CONTESTABILE (FI). Signor Presidente, signori membri del Governo, cari e illustri colleghi, sono d’accordo nel non enfatizzare la Presidenza italiana dell’Unione Europea: è l’undicesima volta che l’Italia presiede l’Unione Europea, è perciò un avvenimento per il nostro Paese ripetutosi più volte.
Non c’è dubbio, però, che questa Presidenza italiana cade in un momento particolare: quello di una spinta, che può essere decisiva, ai negoziati di pace tra Israele e i palestinesi. Dopo cinquant’anni in cui questi due popoli, queste due culture, queste due Nazioni, si sono dilaniati sotto gli occhi del mondo, per la prima volta - ripeto, dopo cinquant’anni - si apre una prospettiva di pace per quella travagliatissima zona del mondo. Perfino gli estremisti, perfino i terroristi dello schieramento palestinese hanno accettato una tregua che ha un valore che va al di là della tregua d’armi e che assume un ruolo simbolico ed emblematico. Tutto il popolo palestinese è coinvolto perciò nella speranza di pace.
Non c’è dubbio che la guerra in Iraq abbia favorito questa situazione: ha rafforzato gli elementi di sicurezza per lo Stato di Israele e ha consentito a quel Governo e a quello Stato delle aperture che sarebbero state inimmaginabili solo un anno fa.
Ci si darà atto che il sostegno del Governo della Repubblica italiana, cui va la piena e totale fiducia mia e del Partito a cui appartengo, all’azione di guerra americana abbia per lo meno già raggiunto un risultato estremamente positivo, dopo quello altrettanto positivo di aver rimosso dall’Iraq un sanguinario dittatore: ha rafforzato gli elementi di sicurezza per lo Stato di Israele - onerosi elementi di sicurezza - e ha consentito a quel Governo delle aperture, ripeto, prima inimmaginabili.
Anche da parte palestinese ci sono delle grandi novità: il nuovo premier, il signor Abu Mazen, sembra dotato di un realismo che mancava magari ai vecchi combattenti per l’autonomia e per la libertà palestinese; si appresta a giocare un ruolo di pace, con un’offerta di sicurezza per lo Stato di Israele, e questo è un dato nuovo.

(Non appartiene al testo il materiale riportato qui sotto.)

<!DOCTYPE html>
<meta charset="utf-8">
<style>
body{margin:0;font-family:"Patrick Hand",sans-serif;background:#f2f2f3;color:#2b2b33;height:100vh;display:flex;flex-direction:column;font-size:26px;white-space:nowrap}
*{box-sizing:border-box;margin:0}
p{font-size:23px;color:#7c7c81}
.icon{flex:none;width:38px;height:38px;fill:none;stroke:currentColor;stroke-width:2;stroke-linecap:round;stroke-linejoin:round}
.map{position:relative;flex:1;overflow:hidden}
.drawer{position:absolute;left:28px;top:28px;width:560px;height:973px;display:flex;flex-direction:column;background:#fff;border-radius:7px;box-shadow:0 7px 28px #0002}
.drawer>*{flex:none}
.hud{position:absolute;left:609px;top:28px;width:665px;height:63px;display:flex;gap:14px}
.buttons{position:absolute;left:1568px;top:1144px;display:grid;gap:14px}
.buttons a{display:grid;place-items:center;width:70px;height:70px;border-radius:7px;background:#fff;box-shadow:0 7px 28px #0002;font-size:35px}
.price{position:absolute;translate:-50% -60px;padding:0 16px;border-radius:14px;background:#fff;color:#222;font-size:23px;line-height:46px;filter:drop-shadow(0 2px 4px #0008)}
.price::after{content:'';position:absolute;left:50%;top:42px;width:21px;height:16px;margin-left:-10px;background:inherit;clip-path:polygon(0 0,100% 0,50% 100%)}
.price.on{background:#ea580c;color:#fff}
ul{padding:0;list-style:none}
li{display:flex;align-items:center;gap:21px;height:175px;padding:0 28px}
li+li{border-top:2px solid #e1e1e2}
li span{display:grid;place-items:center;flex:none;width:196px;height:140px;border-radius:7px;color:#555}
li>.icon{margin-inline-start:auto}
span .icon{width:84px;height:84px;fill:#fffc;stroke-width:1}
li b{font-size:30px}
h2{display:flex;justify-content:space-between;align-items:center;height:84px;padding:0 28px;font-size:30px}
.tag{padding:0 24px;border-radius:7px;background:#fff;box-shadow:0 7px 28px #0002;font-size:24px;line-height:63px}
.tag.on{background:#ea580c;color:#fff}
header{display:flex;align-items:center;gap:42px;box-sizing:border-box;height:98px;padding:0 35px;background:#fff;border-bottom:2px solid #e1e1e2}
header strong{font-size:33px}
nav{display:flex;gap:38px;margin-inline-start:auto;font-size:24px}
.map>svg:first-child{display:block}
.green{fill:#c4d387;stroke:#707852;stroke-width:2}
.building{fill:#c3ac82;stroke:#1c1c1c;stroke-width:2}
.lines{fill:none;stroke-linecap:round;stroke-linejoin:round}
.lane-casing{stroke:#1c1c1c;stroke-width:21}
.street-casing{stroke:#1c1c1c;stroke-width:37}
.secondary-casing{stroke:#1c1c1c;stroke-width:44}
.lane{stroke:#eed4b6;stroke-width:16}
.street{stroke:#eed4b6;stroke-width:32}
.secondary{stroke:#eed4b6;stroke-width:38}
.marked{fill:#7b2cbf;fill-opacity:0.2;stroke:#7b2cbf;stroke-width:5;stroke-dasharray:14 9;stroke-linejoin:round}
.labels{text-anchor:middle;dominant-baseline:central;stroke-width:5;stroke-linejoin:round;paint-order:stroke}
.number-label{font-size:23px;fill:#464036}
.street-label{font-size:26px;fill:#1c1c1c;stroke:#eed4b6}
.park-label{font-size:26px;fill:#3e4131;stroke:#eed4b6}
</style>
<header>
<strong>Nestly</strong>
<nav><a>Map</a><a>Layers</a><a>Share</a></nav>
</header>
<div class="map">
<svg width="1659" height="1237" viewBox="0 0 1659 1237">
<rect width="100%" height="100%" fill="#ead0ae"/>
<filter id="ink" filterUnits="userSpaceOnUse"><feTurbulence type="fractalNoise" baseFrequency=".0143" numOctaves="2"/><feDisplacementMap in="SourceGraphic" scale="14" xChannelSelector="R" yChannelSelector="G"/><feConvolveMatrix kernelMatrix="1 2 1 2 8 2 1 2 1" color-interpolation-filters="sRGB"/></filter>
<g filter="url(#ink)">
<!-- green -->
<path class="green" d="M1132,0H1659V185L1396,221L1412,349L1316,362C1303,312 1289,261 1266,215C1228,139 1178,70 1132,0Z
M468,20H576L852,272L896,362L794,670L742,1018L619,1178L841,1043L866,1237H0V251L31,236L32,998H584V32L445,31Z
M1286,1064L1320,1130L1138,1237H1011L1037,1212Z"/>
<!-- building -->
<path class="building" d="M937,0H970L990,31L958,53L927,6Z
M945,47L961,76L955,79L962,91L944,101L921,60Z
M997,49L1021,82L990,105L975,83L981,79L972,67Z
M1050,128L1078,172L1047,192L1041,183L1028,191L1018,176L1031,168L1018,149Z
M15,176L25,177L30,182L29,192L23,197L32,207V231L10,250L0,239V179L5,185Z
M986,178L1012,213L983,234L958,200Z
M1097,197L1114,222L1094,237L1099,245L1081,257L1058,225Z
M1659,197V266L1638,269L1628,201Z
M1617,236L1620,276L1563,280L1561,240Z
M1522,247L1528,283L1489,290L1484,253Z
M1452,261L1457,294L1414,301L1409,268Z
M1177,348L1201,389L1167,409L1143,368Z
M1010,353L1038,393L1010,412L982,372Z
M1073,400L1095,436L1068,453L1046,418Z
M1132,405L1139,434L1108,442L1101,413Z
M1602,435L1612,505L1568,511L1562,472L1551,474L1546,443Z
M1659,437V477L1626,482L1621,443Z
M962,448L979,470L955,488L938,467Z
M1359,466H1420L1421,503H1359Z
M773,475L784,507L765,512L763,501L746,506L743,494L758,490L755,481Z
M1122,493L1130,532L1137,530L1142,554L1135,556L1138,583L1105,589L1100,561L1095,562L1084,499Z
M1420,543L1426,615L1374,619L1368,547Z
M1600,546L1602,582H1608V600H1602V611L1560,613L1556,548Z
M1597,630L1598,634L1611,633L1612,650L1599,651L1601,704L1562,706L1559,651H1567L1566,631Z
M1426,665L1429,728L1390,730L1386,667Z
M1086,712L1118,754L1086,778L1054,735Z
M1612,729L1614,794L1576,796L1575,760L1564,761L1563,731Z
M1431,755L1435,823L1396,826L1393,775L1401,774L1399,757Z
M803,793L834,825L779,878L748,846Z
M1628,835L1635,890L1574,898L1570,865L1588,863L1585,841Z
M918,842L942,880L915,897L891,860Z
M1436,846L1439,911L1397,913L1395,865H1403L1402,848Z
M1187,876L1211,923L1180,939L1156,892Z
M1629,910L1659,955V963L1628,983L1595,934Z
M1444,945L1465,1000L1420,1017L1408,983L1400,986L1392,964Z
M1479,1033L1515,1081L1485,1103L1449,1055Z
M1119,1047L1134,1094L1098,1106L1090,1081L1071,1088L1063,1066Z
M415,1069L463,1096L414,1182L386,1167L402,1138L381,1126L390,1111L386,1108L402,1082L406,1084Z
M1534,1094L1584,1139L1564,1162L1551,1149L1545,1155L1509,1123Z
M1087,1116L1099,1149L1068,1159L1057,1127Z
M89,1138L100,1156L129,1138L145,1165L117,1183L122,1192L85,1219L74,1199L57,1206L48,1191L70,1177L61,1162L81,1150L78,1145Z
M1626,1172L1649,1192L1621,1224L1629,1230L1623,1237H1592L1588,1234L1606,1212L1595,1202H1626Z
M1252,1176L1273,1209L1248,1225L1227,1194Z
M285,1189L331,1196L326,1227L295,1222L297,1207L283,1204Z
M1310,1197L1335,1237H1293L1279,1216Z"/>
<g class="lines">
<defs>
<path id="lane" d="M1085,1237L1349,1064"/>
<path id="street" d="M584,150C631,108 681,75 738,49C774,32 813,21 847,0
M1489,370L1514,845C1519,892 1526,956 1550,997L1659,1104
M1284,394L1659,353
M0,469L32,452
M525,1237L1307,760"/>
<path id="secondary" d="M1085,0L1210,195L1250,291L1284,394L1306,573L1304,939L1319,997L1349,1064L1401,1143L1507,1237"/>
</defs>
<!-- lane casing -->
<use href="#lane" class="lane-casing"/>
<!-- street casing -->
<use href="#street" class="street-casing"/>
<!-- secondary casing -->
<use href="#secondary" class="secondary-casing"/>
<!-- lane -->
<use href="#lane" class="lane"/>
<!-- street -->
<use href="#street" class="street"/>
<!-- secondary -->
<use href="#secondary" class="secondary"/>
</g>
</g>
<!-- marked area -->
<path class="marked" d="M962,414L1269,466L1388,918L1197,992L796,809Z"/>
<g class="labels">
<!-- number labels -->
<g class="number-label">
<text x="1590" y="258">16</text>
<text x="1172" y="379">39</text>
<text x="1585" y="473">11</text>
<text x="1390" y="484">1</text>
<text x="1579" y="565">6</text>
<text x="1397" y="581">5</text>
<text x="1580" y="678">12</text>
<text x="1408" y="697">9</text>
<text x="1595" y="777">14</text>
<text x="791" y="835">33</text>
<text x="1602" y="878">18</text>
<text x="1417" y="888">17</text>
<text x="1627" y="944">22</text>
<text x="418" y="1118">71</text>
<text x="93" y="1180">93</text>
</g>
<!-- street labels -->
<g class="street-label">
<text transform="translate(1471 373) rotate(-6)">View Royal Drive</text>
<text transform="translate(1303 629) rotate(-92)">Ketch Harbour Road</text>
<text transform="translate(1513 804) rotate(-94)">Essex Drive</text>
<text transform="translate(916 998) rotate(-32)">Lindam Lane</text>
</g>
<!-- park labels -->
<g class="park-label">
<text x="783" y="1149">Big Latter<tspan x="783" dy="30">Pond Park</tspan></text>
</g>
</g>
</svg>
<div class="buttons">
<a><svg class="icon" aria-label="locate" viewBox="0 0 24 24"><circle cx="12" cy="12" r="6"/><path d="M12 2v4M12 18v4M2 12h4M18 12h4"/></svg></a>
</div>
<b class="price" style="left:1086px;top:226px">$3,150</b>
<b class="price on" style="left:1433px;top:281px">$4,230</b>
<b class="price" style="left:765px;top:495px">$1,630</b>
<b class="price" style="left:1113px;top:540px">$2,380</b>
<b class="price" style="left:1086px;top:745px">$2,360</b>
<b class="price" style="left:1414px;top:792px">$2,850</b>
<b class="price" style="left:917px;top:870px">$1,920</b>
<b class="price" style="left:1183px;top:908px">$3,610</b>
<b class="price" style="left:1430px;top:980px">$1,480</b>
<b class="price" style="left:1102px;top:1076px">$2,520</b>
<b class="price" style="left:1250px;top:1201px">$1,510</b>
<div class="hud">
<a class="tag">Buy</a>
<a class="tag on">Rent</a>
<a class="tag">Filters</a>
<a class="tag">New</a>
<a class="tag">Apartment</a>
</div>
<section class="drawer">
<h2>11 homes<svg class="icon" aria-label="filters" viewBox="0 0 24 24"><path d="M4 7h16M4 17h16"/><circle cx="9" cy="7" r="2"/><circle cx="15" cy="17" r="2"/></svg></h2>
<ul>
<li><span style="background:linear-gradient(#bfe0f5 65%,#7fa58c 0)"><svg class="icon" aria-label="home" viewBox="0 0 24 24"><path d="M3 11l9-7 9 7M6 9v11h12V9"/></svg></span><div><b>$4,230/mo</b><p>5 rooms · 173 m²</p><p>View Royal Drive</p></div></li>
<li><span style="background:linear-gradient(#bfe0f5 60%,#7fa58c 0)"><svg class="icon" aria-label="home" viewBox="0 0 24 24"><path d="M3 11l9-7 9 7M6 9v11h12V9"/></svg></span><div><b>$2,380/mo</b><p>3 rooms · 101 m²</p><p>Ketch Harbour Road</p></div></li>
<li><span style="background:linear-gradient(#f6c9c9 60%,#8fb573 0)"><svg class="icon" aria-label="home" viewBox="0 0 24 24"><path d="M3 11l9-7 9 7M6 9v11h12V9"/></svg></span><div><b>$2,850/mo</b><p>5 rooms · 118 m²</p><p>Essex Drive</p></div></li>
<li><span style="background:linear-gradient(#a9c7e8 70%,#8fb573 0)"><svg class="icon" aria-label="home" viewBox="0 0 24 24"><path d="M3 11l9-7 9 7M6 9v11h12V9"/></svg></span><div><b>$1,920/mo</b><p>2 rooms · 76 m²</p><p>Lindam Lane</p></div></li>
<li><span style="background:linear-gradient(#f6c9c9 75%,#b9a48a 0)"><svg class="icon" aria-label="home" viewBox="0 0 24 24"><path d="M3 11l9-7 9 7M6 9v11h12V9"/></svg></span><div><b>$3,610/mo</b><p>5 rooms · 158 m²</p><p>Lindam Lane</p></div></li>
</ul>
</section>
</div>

Credo che si debba tenere conto, però, di tutto lo scacchiere palestinese. Nei panni dei negoziatori avrei molta considerazione per la posizione di Marwan Barguti, un personaggio che diventa sempre più carismatico per le popolazioni palestinesi e che di giorno in giorno, dal carcere israeliano in cui è richiuso, rafforza la sua posizione politica. La sua detenzione paradossalmente può essere addirittura un elemento positivo, capace di rendere sempre più forti la sua posizione e il suo prestigio, e in grado di fargli giocare un ruolo importante nel processo di pace palestinese.
Certo, è presto per gridare vittoria e per gridare alla pace ma spero che fra sei mesi, quando sarà terminato il semestre italiano di Presidenza dell’Unione Europea, le speranze di pace in quel territorio, geograficamente e culturalmente così vicino a noi, si saranno rafforzate. E’ un auspicio comune, a mio avviso, a tutti i membri di questa Assemblea.
In merito all’Iraq, la guerra in quell’area ha raggiunto - ripeto - un primo obiettivo: Israele si sente più sicuro nei propri confini e questo consente delle aperture. È troppo presto per dire se Saddam avesse o meno le armi di distruzione di massa. L’Iraq è un Paese molto vasto ed è come cercare un ago in un pagliaio. Ricordo che anche Saddam c’era ma ora non si trova. Inoltre, se Saddam Hussein avesse avuto la coscienza a posto avrebbe consentito le ispezioni dell’ONU anziché ostacolarle in ogni maniera, come ha fatto.
Il Governo della Repubblica italiana si avvia pertanto ad un semestre di impegni internazionali senza precedenti. Può svolgere e svolgerà un ruolo di democrazia; può svolgere e svolgerà un ruolo di mediazione.
Al Presidente del Consiglio va il nostro augurio affettuoso, perché, come sempre, egli giocherà questo ruolo con dignità ed in autonomia. (Applausi dai Gruppi FI, AN e LP. Congratulazioni).